Aim of the task |
Reproduce the entries from their first line up to and including the line with "0 #7a7a7a) drop-shadow(-1px". Leave out everything after it.

Exercise input |
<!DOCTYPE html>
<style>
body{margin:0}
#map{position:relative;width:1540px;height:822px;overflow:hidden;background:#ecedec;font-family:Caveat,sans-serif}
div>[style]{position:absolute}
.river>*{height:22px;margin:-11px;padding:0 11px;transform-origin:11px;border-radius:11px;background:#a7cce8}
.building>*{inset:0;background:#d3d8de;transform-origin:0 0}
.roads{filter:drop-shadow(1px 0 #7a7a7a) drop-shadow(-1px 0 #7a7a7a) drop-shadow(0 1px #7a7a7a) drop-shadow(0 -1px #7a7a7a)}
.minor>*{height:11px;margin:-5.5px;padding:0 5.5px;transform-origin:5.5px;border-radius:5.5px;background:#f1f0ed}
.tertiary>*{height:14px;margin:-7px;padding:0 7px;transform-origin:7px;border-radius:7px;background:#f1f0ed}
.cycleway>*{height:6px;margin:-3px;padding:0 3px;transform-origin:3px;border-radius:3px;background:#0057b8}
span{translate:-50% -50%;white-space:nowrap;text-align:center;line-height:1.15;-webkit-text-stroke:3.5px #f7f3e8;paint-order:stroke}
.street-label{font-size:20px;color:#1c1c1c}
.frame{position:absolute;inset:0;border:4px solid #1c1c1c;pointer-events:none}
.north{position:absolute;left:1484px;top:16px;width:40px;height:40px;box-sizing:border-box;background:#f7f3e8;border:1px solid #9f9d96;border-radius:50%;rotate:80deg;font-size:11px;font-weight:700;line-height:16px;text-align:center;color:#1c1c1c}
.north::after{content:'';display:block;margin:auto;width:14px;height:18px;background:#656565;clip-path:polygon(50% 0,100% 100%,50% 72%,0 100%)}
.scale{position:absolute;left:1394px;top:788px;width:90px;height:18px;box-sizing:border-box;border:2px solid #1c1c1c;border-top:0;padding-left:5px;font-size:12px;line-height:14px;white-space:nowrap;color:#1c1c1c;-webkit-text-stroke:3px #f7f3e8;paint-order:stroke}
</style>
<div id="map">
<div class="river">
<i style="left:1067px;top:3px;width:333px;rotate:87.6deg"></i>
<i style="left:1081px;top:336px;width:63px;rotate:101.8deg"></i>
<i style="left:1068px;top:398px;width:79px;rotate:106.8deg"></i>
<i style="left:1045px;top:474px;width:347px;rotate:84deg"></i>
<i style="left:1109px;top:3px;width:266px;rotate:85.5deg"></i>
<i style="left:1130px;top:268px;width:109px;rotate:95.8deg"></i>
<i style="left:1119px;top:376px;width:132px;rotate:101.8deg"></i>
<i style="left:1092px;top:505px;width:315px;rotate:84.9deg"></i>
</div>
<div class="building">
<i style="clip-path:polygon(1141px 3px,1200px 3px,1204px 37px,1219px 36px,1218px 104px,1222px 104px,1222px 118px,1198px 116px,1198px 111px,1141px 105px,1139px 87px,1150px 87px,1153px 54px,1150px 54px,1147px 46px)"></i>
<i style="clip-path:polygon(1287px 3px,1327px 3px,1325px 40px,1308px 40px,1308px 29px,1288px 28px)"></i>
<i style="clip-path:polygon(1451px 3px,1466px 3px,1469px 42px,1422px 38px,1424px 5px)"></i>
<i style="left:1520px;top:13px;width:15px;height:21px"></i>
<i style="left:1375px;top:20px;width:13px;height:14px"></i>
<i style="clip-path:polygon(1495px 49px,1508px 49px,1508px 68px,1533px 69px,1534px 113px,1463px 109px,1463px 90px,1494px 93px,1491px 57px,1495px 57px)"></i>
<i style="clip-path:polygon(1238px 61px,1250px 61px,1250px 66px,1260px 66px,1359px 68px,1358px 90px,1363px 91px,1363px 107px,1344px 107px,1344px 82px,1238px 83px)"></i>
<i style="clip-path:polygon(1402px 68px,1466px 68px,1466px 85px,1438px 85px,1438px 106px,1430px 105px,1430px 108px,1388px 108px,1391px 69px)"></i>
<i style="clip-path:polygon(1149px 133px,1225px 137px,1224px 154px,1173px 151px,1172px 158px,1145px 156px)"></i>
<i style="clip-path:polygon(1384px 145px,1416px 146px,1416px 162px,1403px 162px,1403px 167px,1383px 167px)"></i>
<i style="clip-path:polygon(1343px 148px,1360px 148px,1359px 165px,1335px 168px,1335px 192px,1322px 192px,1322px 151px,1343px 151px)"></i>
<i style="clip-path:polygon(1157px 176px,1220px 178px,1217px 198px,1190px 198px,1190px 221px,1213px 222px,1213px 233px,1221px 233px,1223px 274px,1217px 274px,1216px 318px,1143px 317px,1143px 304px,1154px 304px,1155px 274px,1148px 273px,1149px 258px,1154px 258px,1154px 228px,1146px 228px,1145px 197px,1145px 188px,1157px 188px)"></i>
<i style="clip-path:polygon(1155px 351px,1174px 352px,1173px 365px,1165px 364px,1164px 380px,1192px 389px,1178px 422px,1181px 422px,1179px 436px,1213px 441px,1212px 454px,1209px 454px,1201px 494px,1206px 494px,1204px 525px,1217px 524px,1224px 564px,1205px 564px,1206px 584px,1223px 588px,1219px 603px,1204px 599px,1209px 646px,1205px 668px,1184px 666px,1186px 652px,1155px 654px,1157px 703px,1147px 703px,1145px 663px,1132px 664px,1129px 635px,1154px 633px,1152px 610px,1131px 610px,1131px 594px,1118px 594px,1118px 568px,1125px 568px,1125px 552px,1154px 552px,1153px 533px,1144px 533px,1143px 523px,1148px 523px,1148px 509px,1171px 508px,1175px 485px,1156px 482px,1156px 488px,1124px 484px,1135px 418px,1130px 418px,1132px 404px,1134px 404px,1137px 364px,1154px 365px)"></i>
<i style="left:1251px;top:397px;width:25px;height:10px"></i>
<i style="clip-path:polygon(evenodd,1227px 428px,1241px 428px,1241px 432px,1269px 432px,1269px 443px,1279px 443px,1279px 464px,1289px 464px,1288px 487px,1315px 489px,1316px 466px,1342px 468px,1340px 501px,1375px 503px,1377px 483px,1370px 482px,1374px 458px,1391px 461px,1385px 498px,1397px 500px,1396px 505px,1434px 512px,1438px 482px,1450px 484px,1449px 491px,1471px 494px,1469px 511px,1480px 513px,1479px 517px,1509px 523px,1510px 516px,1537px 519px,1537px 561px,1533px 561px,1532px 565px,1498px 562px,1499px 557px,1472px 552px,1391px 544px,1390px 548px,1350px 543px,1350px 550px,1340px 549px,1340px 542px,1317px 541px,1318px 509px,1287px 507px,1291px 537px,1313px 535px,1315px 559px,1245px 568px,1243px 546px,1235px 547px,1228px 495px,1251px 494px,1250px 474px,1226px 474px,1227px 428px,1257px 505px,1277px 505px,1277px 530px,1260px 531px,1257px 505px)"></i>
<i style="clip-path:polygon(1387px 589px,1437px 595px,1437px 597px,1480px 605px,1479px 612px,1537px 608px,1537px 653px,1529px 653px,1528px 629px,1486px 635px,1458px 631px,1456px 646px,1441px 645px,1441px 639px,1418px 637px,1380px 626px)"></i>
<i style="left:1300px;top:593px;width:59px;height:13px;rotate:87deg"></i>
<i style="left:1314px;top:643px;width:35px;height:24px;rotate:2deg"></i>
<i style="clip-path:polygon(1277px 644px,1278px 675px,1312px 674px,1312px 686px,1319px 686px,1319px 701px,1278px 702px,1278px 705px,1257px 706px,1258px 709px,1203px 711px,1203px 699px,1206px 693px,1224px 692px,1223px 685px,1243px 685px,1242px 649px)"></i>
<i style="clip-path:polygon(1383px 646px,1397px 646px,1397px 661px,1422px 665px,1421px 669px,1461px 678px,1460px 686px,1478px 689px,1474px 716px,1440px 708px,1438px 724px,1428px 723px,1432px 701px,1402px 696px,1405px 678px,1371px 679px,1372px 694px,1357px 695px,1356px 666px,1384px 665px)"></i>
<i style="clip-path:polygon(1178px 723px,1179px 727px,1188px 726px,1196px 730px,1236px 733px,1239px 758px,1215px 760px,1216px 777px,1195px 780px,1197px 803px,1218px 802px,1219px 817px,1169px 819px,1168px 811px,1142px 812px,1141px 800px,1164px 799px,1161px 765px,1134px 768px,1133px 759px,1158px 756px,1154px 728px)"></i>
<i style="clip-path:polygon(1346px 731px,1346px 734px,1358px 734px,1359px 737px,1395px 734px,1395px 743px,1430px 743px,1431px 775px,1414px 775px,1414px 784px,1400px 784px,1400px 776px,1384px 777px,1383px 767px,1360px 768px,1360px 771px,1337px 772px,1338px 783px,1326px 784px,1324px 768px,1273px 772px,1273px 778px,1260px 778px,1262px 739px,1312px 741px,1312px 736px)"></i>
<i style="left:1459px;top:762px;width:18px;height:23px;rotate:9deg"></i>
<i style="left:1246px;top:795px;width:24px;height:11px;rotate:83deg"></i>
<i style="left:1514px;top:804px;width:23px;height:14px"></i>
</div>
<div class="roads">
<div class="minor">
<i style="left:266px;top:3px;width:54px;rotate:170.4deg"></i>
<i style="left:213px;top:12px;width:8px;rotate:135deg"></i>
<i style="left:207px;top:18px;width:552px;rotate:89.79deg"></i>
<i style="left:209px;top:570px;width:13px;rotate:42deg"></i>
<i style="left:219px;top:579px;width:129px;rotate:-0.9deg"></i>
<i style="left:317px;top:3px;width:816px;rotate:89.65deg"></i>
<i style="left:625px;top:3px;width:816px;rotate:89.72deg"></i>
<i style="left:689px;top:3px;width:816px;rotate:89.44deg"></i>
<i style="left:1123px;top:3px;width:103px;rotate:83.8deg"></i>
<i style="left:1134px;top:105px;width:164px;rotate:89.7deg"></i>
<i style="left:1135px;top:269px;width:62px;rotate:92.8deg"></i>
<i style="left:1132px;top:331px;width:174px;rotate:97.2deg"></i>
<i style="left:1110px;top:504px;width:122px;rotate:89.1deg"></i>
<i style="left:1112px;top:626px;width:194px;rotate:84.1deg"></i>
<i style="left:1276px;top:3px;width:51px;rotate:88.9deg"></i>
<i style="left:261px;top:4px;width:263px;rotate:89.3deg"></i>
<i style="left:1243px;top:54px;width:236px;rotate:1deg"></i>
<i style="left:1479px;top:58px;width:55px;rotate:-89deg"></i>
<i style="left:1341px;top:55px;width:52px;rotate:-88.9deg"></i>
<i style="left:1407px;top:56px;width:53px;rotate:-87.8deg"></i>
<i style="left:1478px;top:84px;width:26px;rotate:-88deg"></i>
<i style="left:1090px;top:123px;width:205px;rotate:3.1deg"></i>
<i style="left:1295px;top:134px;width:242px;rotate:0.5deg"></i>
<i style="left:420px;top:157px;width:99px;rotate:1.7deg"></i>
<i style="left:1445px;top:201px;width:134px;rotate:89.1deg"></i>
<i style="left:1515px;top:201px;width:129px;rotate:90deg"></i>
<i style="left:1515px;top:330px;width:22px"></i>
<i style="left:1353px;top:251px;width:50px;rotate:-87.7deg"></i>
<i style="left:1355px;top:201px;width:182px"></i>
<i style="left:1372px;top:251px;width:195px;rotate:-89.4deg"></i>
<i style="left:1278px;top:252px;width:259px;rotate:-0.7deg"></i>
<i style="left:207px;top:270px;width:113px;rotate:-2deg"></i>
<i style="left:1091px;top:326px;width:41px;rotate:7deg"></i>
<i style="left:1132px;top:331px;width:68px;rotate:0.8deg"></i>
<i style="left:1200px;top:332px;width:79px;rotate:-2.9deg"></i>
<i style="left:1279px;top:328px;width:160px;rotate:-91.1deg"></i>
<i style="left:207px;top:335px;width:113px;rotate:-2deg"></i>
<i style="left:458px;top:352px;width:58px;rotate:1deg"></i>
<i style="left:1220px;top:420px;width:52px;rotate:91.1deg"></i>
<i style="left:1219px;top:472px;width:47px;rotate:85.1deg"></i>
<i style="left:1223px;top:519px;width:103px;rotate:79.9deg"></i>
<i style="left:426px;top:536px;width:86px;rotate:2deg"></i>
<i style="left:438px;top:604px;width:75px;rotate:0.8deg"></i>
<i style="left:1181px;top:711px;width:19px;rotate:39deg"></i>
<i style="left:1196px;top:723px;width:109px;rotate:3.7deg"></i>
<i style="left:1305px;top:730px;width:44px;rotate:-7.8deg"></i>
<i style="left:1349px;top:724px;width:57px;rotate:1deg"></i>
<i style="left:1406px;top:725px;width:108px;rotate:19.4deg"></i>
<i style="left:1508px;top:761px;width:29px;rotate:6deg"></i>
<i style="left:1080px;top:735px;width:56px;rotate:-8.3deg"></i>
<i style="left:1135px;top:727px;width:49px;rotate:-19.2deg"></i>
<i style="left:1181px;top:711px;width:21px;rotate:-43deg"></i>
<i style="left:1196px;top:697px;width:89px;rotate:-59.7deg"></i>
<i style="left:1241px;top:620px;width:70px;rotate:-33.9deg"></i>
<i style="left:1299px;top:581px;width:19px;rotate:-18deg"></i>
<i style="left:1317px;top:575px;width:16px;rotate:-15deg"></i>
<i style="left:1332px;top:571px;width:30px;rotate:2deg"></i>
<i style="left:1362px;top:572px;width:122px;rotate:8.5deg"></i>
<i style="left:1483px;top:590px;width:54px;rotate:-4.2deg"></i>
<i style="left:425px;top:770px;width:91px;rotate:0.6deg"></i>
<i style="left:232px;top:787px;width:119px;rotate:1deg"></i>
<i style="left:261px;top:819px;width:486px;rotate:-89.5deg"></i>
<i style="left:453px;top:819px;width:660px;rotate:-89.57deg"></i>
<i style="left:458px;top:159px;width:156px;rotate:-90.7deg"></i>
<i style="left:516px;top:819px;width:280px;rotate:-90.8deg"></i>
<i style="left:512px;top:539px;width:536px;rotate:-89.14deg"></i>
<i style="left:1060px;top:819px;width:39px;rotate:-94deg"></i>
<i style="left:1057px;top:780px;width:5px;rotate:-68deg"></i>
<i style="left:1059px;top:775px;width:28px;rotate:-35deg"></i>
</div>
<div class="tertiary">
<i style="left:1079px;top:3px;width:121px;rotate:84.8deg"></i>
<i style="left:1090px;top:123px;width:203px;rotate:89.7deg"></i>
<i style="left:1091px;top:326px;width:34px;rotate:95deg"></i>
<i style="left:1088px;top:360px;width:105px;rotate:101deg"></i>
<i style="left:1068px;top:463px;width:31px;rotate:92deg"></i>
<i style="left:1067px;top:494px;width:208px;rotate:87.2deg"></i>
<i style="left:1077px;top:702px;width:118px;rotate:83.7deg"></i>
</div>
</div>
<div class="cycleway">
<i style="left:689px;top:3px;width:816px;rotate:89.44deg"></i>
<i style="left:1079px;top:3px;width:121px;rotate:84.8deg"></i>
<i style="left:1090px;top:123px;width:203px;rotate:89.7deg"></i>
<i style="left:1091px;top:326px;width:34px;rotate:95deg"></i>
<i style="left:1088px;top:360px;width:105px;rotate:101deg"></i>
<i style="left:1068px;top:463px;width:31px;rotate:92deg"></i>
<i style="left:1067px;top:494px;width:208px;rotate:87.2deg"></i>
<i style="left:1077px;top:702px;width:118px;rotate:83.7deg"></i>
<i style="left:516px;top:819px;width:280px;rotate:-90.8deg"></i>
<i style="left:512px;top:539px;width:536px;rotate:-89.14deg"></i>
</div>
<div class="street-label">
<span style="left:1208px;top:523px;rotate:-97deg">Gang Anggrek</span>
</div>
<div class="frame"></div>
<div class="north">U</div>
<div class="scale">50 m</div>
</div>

Exercise output |
<!DOCTYPE html>
<style>
body{margin:0}
#map{position:relative;width:1540px;height:822px;overflow:hidden;background:#ecedec;font-family:Caveat,sans-serif}
div>[style]{position:absolute}
.river>*{height:22px;margin:-11px;padding:0 11px;transform-origin:11px;border-radius:11px;background:#a7cce8}
.building>*{inset:0;background:#d3d8de;transform-origin:0 0}
.roads{filter:drop-shadow(1px 0 #7a7a7a) drop-shadow(-1px 0 #7a7a7a) drop-shadow(0 1px #7a7a7a) drop-shadow(0 -1px #7a7a7a)}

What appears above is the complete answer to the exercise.